# Endo claims I shouldn't still be fatigued



## nikkij0814 (Jul 13, 2011)

I had labs drawn about 2 weeks ago, and my TSH was 6.99. Endo raised my dose of levothyroxine to 150 mcg. (I'm 5'3" and 120 lbs.) I've been really fatigued, and slightly depressed. Being that My TSH isn't too close to where it should be, (around 1.0) I thought that the fatigue was related to the thyroid hormone issues. (I had my thyroid removed in 2005) I've only been on the new, increased dose for 2 weeks, with my next appointment to check new levels in December. I had called the endo last week because I'd been SO exhausted, and today the nurse calls me back saying that the fatigue likely isn't related to the thyroid meds, and that I should call my PCP in order to see if it is something else.
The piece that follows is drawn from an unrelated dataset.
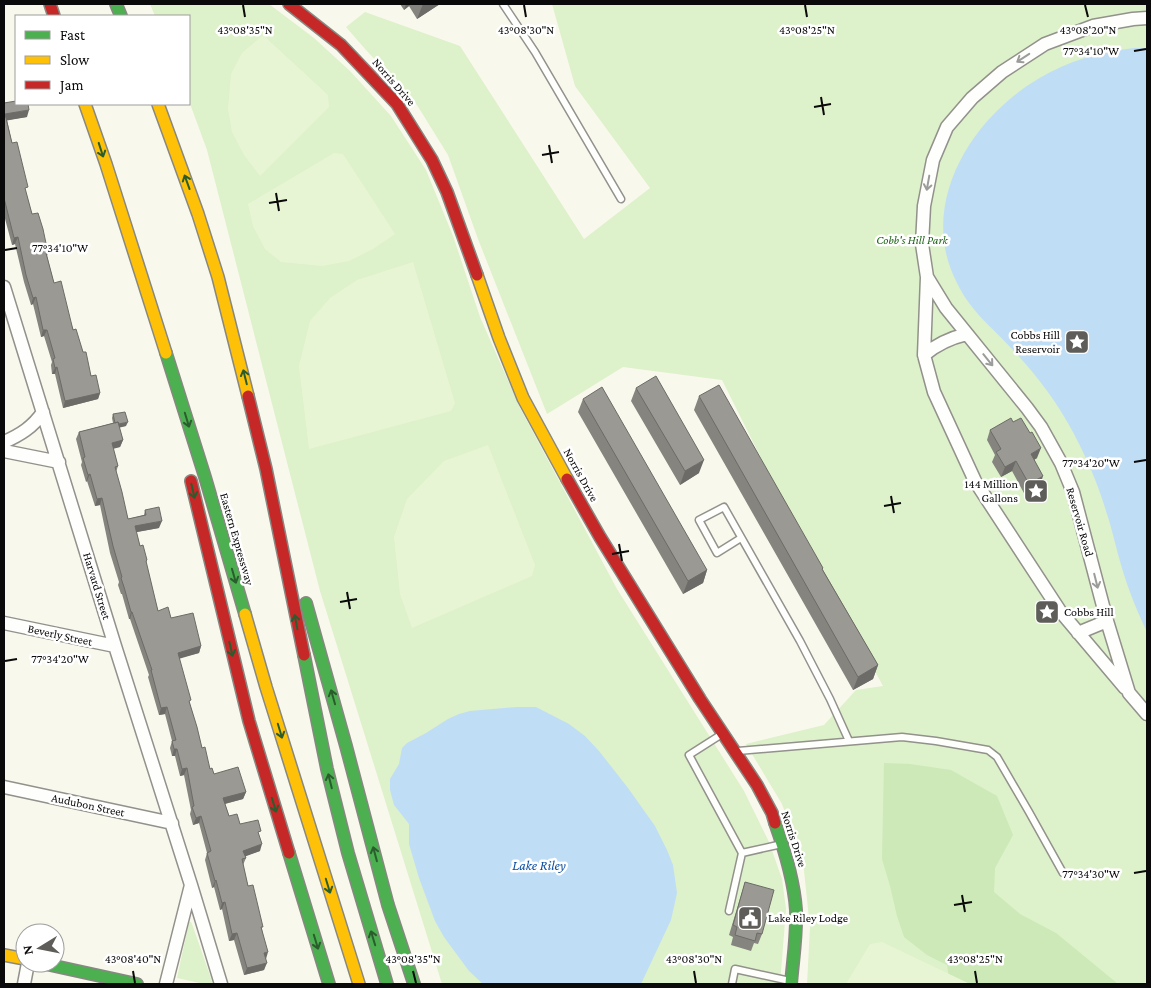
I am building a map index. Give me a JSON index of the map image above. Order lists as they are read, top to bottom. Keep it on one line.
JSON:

Seriously? It seems that the #1 complaint of thyroid patients is fatigue ...


----------



## webster2 (May 19, 2011)

I am so sorry. You are correct; fatigue is one of the top symptoms people seek help for. Hang in there, maybe a new endo might be in order?


----------



## Andros (Aug 26, 2009)

nikkij0814 said:


> I had labs drawn about 2 weeks ago, and my TSH was 6.99. Endo raised my dose of levothyroxine to 150 mcg. (I'm 5'3" and 120 lbs.) I've been really fatigued, and slightly depressed. Being that My TSH isn't too close to where it should be, (around 1.0) I thought that the fatigue was related to the thyroid hormone issues. (I had my thyroid removed in 2005) I've only been on the new, increased dose for 2 weeks, with my next appointment to check new levels in December. I had called the endo last week because I'd been SO exhausted, and today the nurse calls me back saying that the fatigue likely isn't related to the thyroid meds, and that I should call my PCP in order to see if it is something else. Seriously? It seems that the #1 complaint of thyroid patients is fatigue ...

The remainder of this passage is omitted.